February 05, 2024
Art History faculty member’s book explores artists’ social engagement in China
By Merrick Morneweck
Chang Tan, an associate professor of art history and Asian studies in the Department of Art History, has written a new book, “The Minjian Avant-Garde: Art of the Crowd in Contemporary China,” which is currently available at the Cornell University Press website and various online bookstores.
In the book, Tan explores how experimental artists in China interacted with Minjian, the rapidly transforming and diverse public of the post-Mao era.
“What I tried to do with the book is to focus on the artist and the artwork’s interactions and encounters with a broader audience,” Tan said.
While most research on contemporary art has centered on art institutions and artist communities, Tan’s work explores how the artists interacted with marginalized communities and others outside of what she called, “the very exclusive world of art.”
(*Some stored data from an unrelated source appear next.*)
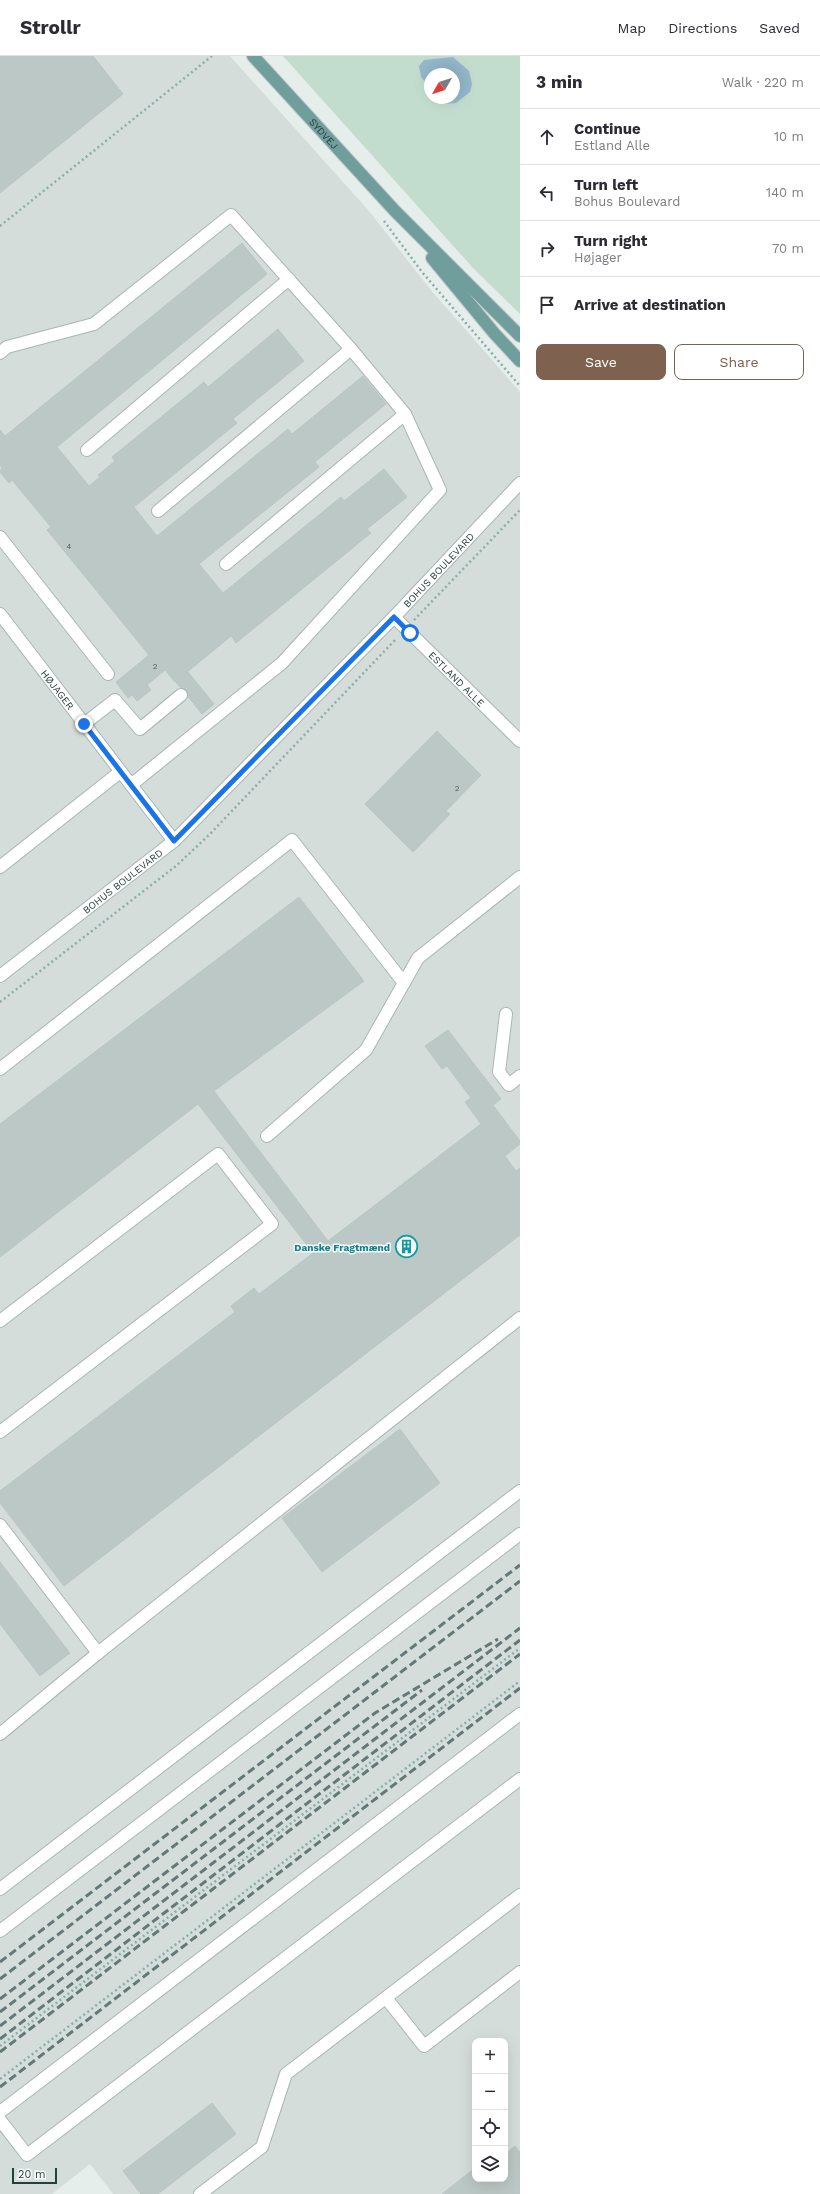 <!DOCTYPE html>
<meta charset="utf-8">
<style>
:root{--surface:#fff;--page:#f7f7f7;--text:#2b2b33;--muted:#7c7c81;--line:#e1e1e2;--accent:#7e614e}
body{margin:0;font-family:"Work Sans",sans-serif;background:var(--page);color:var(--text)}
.controls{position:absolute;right:12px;bottom:12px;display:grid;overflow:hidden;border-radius:8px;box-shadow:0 4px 16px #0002}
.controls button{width:36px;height:36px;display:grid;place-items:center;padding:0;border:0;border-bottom:1px solid var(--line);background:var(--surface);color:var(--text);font:20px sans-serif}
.compass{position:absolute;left:424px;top:12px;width:36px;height:36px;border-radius:50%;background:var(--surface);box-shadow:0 4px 16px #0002;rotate:231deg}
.scale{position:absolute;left:12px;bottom:10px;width:45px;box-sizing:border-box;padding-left:4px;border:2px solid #273e3d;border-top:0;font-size:11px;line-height:14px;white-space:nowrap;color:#273e3d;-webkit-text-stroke:3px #f7faf9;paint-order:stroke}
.stop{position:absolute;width:12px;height:12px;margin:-9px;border:3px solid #1a73e8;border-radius:50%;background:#fff}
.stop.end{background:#1a73e8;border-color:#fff;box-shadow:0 1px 4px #0008}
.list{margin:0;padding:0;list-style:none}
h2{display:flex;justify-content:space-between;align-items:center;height:52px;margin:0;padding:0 16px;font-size:17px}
h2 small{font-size:13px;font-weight:400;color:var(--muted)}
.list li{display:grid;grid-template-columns:26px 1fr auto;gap:12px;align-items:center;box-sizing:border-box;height:56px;padding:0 16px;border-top:1px solid var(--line)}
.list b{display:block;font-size:15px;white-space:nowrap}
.list p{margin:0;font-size:13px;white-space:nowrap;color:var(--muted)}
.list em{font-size:13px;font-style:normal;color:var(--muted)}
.actions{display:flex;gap:8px;padding:12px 16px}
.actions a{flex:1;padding:9px 0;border:1px solid var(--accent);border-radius:8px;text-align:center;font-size:14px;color:var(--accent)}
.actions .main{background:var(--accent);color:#fff}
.icon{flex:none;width:22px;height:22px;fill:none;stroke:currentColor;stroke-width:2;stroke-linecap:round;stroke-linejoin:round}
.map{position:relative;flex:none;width:520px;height:2138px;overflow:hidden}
header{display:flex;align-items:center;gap:24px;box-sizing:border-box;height:56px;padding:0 20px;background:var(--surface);border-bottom:1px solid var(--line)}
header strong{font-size:19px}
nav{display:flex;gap:22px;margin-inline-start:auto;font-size:14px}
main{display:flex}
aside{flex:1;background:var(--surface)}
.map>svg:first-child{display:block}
.built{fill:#d5dddb;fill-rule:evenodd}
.green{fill:#c2dcce;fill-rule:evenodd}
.water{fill:#95b8cc}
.building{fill:#bcc8c5;stroke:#b9c7c4}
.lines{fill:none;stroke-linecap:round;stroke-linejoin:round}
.minor-casing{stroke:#a9b6b4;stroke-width:14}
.major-casing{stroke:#c3c9c9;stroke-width:14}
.path{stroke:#8badaa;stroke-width:2.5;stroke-dasharray:2 3;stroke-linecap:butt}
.minor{stroke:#fff;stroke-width:12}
.major{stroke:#709e9c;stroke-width:12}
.rail{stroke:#627978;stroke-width:3;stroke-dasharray:8 4;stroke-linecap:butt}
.route{stroke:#1a73e8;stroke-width:5}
.labels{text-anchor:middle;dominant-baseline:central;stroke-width:3;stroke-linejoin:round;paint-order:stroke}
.number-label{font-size:8px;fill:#4c605f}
.street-label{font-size:10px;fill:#273e3d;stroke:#f7faf9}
.culture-label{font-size:10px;font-weight:bold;fill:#0d838f;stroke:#f7faf9;text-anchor:end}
</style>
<header>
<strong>Strollr</strong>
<nav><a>Map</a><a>Directions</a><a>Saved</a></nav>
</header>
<main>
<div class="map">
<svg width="520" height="2138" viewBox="0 0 520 2138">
<rect width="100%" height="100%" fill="#e6eeec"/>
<path class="built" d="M0,0H230L369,155L430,233L520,336V2138H113L90,2108L52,2138H0ZM475,1985H505V2123H475Z"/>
<path class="green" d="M283,0H520V258L473,212ZM430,18H454V42H430Z"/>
<path class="water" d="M453,1L469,15L472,28L470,36L456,47L444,48L438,42H454V18H430V32L421,21L419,10L424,4Z"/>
<g class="building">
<path d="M0,0H93L123,38L0,137Z"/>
<path d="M242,187L267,218L57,391L89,430L100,421L98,419L115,405L112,401L204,326L208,331L278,273L304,305L233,363L237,367L134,451L157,480L288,373L292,378L363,320L386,348L315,406L319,411L199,508L223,537L341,441L344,445L384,413L407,441L367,473L371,477L236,587L231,580L175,626L165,614L147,629L151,634L137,645L132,639L128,642L116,626L149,599L47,474L51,471L12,424L9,427L0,416L2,412L0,409V374L5,380Z"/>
<path d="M188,616L214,648L202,658L176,626Z"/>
<path d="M437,675L481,719L446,755L450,758L413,796L365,748Z"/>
<path d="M299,841L364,925L214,1035L328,1185L481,1068L465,1046L471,1042L447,1010L442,1013L425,990L448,974L501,1043L493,1049L520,1085V1088L505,1100L516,1115L520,1112V1179L64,1530L0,1447V1435L235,1256L231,1250L254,1232L259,1238L313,1197L198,1048L0,1201V1068Z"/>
<path d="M400,1373L440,1427L322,1516L282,1462Z"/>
<path d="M0,1506L70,1597L40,1620L0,1568Z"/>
<path d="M212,2047L236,2078L158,2138H141L123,2115Z"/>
<path d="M515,2090L520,2096V2138H442L475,2112V2123H505V2098Z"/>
</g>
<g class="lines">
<defs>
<g id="minor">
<path d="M0,297L7,291L94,268L231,159L351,293L405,358L440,434L282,607L131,729"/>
<path d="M87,394L289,223"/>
<path d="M158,455L351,293"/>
<path d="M0,481L108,618"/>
<path d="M226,508L405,358"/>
<path id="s1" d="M0,558L174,785"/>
<path id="s2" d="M394,561L520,685"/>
<path d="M84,668L115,644L140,673L181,639"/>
<path d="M0,811L120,716"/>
<path id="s3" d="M0,920L174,785L394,561L520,427"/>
<path d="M506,958L499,1016L509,1029L520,1020"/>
<path d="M0,1013L292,784L404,927"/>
<path d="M267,1080L366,994L418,902L520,821"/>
<path d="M0,1265L218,1098L272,1168L0,1376"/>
<path d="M0,1469L98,1597L520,1262"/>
<path d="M0,1678L98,1597"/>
<path d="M0,1833L520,1435"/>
<path d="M0,1875L520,1478"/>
<path d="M386,1942L424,1990L520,1916"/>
<path d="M0,2056L520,1658"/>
<path d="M0,2064L27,2099L520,1723"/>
<path d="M200,2138L262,2091L286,2018L520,1839"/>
</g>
<g id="major">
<path id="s4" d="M253,0L395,155L520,280"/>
<path d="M432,202L494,277L520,305"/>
</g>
</defs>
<use href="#minor" class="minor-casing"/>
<use href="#major" class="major-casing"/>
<g class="path">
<path d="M384,165L422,216L520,330"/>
<path d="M0,170L212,0"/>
<path d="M414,564L520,454"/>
<path d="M0,946L176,810L209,779L397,582"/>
<path d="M0,1990L520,1592"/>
<path d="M0,2023L520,1625"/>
</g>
<use href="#minor" class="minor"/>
<use href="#major" class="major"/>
<g class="rail">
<path d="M0,1906L520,1509"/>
<path d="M0,1923L520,1525"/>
<path d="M0,1943L375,1657L498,1583"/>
<path d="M0,1956L422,1634"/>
<path d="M0,1970L520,1572"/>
<path d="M0,1983L520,1584"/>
<path d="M0,1996L520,1598"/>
<path d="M0,2031L520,1632"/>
</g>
</g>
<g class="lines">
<path class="route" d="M84,668L174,785L394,561L410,577"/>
</g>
<defs>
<symbol id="building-ring" viewBox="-11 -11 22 22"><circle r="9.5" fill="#f7faf9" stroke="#0f9aa8" stroke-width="1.5"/><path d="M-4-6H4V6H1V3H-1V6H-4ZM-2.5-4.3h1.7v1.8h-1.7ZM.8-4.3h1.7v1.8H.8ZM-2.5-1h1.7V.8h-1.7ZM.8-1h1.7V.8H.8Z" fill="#0f9aa8"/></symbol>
</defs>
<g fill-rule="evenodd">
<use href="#building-ring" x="394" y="1178" width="25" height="25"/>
</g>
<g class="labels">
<g class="number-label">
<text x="69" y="490">4</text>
<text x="155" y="610">2</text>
<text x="457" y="732">2</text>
</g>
<g class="street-label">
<text stroke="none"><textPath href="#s4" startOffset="105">SYDVEJ</textPath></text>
<text stroke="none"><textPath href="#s3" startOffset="599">BOHUS BOULEVARD</textPath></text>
<text stroke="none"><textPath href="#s2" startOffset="88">ESTLAND ALLE</textPath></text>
<text stroke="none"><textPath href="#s1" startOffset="95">HØJAGER</textPath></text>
<text stroke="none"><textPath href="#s3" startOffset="155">BOHUS BOULEVARD</textPath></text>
</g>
<g class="culture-label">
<text x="390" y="1191">Danske Fragtmænd</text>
</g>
</g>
</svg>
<div class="controls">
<button>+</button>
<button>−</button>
<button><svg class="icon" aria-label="locate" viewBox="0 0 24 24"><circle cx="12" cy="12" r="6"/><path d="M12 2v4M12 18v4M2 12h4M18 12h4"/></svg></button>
<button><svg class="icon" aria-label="layers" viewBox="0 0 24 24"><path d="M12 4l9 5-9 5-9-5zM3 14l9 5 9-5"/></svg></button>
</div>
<svg class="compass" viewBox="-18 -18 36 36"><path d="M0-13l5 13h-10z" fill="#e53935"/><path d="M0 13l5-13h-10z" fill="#7c7c81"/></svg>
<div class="scale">20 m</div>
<div class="stop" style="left:410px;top:577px"></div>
<div class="stop end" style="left:84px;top:668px"></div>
</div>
<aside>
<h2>3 min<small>Walk · 220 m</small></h2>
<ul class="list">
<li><svg class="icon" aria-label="ahead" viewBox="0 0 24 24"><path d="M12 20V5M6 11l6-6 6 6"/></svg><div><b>Continue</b><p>Estland Alle</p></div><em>10 m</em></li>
<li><svg class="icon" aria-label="left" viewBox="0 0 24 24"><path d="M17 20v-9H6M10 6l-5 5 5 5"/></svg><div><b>Turn left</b><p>Bohus Boulevard</p></div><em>140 m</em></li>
<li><svg class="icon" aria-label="right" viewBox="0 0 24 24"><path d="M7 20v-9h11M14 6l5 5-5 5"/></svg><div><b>Turn right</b><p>Højager</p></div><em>70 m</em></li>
<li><svg class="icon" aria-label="arrive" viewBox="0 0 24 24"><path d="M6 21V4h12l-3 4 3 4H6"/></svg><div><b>Arrive at destination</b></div></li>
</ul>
<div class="actions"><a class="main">Save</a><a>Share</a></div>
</aside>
</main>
“I wanted to investigate the populist urge in art to both assess its strengths, but also to see its pitfalls and problems,” Tan said.
“The Minjian Avant-Garde,” which took about a decade to complete, studies artworks created over the last 40 years.
Research for the book included travel to the Asia Art Archive in Hong Kong and Brooklyn, New York, to examine printed and handwritten materials, as well as visits to museums, artist studios, and private collections of art. She also conducted extensive in-person and email interviews with several artists.
Tan has been at Penn State since 2014. Her research and pedagogy focus on modern and contemporary Chinese and East Asian art, as well as ecological art and art of the diaspora. She is currently on research leave to focus on her next book project, and will continue working on this project at the Center for Advanced Studies in the Visual Arts at Washington, D.C. next year.